Step 1: Document the Current Use
What tool? Who is using it? What for? How long? What data is being entered?
Step 2: Assess Against the Zone Framework
Could the tool be Approved, Conditionally Approved, or is it Not Permitted?
Step 3: Determine the Transition Pathway
Tool meets Zone 2/3 requirements.
Tool has value but requires safeguards.
Compliance status unclear.
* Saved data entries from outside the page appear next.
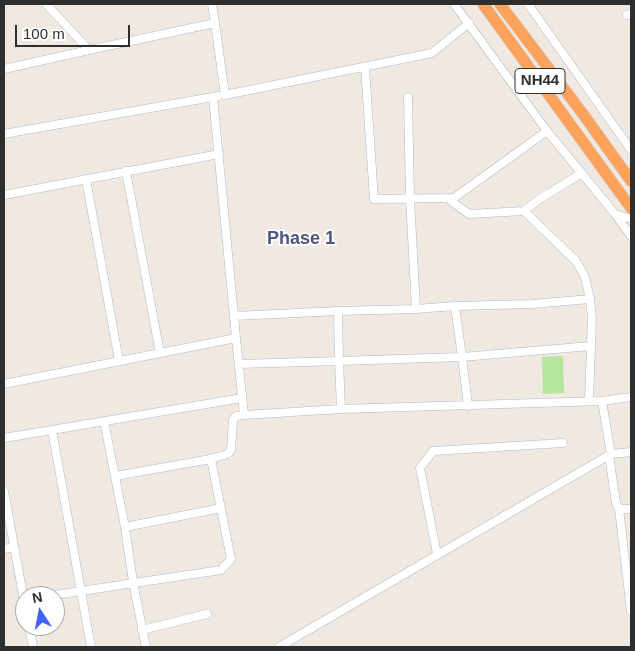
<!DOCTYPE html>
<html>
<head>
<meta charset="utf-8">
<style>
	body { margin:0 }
	#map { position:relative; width:635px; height:651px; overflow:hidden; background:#efe9e1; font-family:Arial,sans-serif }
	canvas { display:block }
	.frame { position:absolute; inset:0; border:5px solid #2e2e2e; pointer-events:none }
	.north { position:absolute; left:15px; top:586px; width:50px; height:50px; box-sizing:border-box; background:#fff; border:1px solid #ababab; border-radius:50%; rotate:349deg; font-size:14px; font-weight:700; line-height:20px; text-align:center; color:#2e2e2e }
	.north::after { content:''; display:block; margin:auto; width:18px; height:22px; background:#4264fb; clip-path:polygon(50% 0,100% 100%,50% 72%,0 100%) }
	.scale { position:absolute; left:15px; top:25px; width:115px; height:22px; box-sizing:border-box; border:2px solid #2e2e2e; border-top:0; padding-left:6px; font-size:15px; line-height:18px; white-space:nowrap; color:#2e2e2e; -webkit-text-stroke:4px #fff; paint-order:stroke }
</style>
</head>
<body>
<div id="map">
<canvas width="635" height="651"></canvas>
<div class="frame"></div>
<div class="north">N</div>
<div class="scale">100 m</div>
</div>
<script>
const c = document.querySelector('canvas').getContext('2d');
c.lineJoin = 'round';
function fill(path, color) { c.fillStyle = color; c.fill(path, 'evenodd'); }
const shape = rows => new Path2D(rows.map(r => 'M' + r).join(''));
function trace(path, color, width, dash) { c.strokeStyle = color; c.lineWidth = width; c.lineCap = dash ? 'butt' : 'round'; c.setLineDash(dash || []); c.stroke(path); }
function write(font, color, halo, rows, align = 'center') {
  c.font = font + ' Arial,sans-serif'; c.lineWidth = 4; c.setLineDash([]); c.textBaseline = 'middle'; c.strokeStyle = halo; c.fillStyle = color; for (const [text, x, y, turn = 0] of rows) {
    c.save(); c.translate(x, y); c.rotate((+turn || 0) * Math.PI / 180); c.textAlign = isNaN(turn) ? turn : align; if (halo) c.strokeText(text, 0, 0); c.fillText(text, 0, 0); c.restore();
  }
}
fill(shape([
	[563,356,564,393,543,394,542,357]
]), '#b6e59e');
const minor = shape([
	[46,4,89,50,215,23,225,95,432,53,469,23],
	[212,4,215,23],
	[454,4,547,131,615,214,631,219],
	[528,4,631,150],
	[627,15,631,14],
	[365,67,374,199,454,198,547,131],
	[4,69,89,50],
	[213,97,234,316,236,338,244,415,341,409,339,361,239,364],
	[408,97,410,199,416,309],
	[4,134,218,96],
	[126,171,160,353],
	[86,179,119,361],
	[4,195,219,154],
	[447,198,469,214,524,211,538,200,582,173],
	[524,211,576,261,585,277,590,299],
	[615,214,631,236],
	[455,306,532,304,590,299,592,318,589,401],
	[234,316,338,311],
	[4,384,236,338],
	[631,397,602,401,611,454,631,452],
	[468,406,462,357,455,306,416,309,338,311,339,361,462,357,591,346],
	[341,409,602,401],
	[104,421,125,527,133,582,146,647],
	[4,438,52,430],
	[609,455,616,503,619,509,631,611],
	[209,459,228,454,231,450,233,420,236,416,244,415],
	[4,491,25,606],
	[619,509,631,509],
	[125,527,221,508],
	[4,549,14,547],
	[437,554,420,468,433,451,563,443],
	[48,596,221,570,231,559,211,459,115,476],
	[29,626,33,647],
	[142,630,207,614],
	[91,647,52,430,242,398],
	[279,647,611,454]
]);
const highway = shape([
	[483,4,631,208],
	[500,4,583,114,631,181]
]);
trace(minor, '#b4b7c1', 9);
trace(highway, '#c9c9c9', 12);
trace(minor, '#fff', 8);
trace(highway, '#ffa35c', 11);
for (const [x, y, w] of [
	[540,81,50]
]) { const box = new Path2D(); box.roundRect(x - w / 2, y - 12.5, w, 25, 4); c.fillStyle = '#fff'; c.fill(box); trace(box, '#2e2e2e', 1); }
write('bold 15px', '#2e2e2e', null, [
	["NH44",540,81]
]);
write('bold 18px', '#4d5680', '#fff', [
	["Phase 1",301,239]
]);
</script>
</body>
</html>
Max 4 weeks.
Tool cannot meet compliance requirements.
Key principle: Staff who disclose unapproved tool use are helping the school maintain its security posture and should be thanked, not sanctioned.
Tool 3.5
AI-Adjacent Policy Audit
AI intersects with policies schools already have in place. Use this checklist to audit existing school policies.
- Academic Integrity Policy — Does it address AI use, disclosure requirements, and the AI Assessment Scale?
- Privacy Policy — Does it address AI tool data governance, vendor vetting, and student data?
- Digital Citizenship / Acceptable Use Policy — Does it address social chatbots, deepfakes, and AI-specific risks?
- Staff Code of Conduct — Does it address staff AI use for reporting, communications, and meeting recording?
- Child Safety / Safeguarding Policy — Does it address AI-generated harms including deepfakes?
- Assessment Policy — Does it address AI-resilient assessment design and cognitive offloading?
- Professional Learning Policy — Does it include AI professional learning provision?
- IT Governance / Procurement Policy — Does it include AI tool vetting and shadow AI protocols?
- Communications and Marketing Policy — Does it address AI-generated content and disclosure?
- Wellbeing Policy — Does it address AI-related student anxiety, screen time, and social chatbot risks?